- 1. Which teams are having more conversations?
One user may create a chat session on a topic, that is, not very interesting for the other team members, or a direct question for example, that is not leading to a rich conversation (few messages). So, we suppose here that “more conversation” means “more messages” == “chat texts”. For this, we could count the “writes” edges from “user” to “chat text” and group them by “team”. The query should take in consideration the timestamp to assign the right “writes” action to the right “team”, as users may change the team during the game.

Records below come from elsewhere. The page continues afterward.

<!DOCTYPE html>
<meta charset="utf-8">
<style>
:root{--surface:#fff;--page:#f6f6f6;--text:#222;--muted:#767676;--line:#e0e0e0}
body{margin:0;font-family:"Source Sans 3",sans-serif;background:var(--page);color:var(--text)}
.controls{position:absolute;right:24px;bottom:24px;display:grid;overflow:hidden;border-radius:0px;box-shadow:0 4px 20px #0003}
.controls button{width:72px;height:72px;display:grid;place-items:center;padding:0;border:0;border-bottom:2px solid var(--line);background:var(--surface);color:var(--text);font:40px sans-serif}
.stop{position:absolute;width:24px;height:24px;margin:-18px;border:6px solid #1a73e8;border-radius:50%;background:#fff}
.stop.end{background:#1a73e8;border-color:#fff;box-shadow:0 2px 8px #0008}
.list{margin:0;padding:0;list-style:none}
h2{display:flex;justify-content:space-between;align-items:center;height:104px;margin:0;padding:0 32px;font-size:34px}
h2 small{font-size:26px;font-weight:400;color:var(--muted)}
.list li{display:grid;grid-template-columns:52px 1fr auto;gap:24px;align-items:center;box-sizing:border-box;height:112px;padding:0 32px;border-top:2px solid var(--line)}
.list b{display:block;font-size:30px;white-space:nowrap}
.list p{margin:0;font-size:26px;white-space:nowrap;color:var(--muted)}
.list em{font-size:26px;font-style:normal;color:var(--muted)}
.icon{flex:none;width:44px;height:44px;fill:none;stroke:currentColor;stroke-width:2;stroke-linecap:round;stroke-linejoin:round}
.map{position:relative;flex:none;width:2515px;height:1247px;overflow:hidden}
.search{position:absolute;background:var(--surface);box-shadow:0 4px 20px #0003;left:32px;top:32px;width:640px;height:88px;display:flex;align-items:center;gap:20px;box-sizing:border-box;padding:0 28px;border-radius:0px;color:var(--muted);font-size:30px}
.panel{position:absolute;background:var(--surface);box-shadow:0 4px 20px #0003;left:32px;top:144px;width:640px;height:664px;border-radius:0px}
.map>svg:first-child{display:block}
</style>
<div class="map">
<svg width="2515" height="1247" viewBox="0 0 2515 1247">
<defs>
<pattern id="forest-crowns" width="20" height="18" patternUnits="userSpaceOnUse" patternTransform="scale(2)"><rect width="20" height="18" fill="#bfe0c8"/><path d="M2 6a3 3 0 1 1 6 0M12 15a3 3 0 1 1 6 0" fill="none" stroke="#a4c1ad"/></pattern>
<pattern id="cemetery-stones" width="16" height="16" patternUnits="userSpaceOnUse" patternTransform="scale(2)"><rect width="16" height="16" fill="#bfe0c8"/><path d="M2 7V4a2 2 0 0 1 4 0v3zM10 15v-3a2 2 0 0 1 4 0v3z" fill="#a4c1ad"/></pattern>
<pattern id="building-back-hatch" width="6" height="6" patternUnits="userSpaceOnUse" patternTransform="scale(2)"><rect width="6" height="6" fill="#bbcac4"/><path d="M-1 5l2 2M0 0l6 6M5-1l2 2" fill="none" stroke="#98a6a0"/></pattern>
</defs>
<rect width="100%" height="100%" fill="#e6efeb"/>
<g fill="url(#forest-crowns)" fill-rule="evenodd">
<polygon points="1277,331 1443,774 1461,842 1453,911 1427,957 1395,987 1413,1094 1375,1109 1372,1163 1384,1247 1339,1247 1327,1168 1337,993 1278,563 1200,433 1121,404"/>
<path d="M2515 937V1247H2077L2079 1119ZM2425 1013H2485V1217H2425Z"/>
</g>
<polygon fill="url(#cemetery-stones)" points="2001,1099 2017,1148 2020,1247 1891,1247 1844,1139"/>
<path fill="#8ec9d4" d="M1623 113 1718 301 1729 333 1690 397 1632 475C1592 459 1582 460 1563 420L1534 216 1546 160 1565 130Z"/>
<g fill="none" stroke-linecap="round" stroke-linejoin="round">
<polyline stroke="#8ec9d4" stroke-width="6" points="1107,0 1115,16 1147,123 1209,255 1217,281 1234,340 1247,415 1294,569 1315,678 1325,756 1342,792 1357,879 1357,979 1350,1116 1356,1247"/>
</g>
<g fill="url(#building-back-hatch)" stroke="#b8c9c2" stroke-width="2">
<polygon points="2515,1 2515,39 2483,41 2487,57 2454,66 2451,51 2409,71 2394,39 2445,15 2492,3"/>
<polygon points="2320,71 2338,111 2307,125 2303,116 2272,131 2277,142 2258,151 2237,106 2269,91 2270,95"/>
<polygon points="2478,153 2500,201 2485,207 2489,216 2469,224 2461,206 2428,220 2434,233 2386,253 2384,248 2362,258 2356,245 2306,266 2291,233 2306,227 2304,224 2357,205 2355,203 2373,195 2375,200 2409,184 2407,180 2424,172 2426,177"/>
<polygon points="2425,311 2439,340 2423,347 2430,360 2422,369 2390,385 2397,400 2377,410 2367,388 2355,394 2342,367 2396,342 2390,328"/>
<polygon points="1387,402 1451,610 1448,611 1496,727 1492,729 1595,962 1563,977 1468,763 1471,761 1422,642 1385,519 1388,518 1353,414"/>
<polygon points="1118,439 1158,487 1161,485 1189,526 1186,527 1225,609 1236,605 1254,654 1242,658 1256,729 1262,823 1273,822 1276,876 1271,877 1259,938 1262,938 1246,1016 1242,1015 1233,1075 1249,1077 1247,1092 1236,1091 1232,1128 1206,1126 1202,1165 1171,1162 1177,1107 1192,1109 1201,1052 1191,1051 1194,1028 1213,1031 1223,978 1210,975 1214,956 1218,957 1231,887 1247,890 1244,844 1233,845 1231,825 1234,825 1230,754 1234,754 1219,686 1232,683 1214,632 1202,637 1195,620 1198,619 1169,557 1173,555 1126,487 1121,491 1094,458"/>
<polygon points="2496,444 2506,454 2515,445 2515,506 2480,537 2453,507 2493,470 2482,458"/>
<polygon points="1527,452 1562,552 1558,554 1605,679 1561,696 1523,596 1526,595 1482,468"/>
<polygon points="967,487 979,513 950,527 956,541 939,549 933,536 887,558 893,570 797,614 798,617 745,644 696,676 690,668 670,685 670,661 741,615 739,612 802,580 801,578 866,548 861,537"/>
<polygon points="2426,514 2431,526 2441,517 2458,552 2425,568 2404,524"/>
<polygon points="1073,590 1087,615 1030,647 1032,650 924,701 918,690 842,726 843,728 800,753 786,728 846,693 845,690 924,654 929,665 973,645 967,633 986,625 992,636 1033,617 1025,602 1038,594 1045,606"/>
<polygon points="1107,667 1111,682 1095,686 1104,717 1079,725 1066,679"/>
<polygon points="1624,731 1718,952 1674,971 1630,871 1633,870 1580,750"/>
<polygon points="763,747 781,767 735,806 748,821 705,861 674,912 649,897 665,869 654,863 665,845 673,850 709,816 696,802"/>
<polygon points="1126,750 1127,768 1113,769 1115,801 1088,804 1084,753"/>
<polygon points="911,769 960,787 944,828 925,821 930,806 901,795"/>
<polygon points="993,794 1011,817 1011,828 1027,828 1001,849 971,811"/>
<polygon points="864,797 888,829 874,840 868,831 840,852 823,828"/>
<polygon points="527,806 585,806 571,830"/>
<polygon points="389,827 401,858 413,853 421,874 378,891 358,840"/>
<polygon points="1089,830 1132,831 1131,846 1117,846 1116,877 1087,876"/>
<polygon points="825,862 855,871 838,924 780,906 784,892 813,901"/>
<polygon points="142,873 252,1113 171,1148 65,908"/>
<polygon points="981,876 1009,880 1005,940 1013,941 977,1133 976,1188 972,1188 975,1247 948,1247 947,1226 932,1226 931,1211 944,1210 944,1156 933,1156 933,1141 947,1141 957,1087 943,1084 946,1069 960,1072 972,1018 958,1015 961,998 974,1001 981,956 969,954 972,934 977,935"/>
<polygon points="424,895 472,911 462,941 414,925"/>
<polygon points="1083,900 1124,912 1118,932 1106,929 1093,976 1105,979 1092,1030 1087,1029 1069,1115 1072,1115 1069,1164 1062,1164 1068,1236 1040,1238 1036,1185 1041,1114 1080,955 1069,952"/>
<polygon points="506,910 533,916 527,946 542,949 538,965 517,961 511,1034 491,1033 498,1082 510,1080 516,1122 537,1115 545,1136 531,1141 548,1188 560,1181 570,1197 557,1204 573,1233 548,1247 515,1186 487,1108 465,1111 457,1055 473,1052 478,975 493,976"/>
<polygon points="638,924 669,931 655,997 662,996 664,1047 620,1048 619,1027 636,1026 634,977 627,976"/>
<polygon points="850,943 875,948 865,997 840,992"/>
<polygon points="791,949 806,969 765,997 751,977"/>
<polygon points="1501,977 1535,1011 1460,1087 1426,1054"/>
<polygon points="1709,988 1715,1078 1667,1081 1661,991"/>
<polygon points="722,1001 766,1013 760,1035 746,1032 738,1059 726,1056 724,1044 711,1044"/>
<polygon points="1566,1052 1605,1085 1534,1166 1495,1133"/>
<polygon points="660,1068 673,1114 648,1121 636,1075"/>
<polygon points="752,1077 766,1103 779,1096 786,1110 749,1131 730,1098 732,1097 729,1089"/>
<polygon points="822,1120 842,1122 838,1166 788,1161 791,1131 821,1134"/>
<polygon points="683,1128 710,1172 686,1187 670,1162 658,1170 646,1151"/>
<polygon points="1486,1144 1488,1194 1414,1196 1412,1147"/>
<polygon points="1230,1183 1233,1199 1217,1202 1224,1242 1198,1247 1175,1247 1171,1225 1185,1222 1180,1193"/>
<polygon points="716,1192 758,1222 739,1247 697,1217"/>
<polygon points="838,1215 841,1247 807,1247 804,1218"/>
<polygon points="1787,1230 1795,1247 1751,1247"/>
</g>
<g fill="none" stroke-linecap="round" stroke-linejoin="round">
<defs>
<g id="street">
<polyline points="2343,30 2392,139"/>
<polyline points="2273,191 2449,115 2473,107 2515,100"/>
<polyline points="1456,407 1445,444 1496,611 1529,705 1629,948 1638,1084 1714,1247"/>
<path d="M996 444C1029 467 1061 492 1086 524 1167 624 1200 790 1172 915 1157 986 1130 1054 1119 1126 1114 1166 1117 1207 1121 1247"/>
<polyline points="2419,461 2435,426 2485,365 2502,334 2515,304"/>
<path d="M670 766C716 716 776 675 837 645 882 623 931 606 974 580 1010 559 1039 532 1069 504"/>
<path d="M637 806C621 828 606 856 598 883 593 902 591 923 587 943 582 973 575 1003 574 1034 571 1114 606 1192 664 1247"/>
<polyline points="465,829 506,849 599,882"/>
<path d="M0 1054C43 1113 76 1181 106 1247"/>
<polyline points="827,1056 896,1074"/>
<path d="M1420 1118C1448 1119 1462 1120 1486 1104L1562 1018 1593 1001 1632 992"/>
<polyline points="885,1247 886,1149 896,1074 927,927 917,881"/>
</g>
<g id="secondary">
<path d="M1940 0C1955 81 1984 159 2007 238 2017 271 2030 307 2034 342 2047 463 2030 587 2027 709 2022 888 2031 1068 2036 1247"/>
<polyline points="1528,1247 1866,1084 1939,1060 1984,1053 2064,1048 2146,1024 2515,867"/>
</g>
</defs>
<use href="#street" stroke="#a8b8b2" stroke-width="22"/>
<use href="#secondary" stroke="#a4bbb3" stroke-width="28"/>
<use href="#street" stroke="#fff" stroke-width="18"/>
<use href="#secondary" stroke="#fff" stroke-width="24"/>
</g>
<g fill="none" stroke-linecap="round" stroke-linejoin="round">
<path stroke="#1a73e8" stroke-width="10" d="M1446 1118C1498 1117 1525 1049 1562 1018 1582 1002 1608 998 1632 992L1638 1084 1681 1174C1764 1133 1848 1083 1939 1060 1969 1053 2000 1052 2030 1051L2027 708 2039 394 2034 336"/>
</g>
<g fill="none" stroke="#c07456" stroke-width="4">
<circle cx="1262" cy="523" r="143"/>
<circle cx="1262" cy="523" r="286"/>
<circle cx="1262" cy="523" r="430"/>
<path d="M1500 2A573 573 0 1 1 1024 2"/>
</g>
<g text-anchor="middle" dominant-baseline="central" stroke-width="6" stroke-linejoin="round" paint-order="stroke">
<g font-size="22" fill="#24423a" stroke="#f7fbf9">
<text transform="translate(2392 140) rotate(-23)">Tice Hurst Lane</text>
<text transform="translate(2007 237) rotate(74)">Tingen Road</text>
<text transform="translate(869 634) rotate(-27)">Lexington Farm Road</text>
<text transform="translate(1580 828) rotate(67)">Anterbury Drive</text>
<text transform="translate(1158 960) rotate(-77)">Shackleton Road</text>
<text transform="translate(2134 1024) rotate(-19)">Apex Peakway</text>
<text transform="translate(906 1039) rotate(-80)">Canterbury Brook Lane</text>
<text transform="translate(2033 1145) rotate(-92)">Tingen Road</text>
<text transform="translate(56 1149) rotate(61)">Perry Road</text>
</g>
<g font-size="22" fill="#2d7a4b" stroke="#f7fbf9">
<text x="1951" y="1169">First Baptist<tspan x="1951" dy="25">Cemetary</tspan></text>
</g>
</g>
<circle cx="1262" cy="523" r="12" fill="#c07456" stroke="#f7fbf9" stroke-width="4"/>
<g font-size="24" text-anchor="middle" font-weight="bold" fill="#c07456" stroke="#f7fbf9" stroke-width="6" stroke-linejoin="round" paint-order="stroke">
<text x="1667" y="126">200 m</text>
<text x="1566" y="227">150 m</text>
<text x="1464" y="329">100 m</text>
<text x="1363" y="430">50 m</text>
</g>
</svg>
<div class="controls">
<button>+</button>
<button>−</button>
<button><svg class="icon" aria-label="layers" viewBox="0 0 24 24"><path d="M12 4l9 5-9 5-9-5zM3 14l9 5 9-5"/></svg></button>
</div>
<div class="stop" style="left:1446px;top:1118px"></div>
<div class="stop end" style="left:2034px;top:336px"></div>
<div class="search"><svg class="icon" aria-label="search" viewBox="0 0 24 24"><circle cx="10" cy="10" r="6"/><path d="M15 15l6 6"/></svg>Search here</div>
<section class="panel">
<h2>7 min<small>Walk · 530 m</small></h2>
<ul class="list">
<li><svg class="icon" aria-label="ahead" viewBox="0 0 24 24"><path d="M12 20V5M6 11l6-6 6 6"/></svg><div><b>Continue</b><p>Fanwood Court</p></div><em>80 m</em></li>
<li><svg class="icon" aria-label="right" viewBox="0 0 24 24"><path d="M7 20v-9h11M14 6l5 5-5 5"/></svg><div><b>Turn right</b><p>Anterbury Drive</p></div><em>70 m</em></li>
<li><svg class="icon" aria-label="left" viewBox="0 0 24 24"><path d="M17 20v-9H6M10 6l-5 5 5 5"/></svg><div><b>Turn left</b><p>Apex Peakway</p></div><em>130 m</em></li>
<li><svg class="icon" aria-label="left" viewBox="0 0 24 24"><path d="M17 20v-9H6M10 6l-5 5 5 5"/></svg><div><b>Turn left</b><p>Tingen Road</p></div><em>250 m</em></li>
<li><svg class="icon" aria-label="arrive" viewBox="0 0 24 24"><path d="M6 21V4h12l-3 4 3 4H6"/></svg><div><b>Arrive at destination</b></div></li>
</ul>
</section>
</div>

A node “Team” was added to be able to answer such question, in addition to edges “Creates”, “Joins” and “leaves”
- 2. Do users chat more (or less) before they leave a team?
Now that we know when a user X left, we could construct a chart of his last month activity for example (messages) and state, if there is a decreasing/increasing trend, or that the chat activity is not correlated with the decision of leaving.
- 3. What are the dominant terms (words) used in a chat session within a specific time period?
Using the timestamp in “Writes” action between “User” and “Chat text”, we can then leverage the Text mining/NLP techniques to extract statistics of words usage within a specific chat session, or in all chat sessions (“tf-idf” for example) across the “MessageContent” recorded in “Chat text” node.
- 4. Which users are most active in a specific chat session?
Like in the 1st question, this could be done through a count on “Writes” edges from “User” to “Chat text” grouped by “users” and filtering on the “chat session” ID that we are interested in.
- 5. How many chat sessions is a user participating in at the same time?
Using the timestamps of “Joins” and “Leaves” edges between “User” and “Chat session”, “number of chat sessions a user is participating in at the same time” , at T1 (time point reference), is the difference between the count of “Joins” and “Leaves” actions, until T1.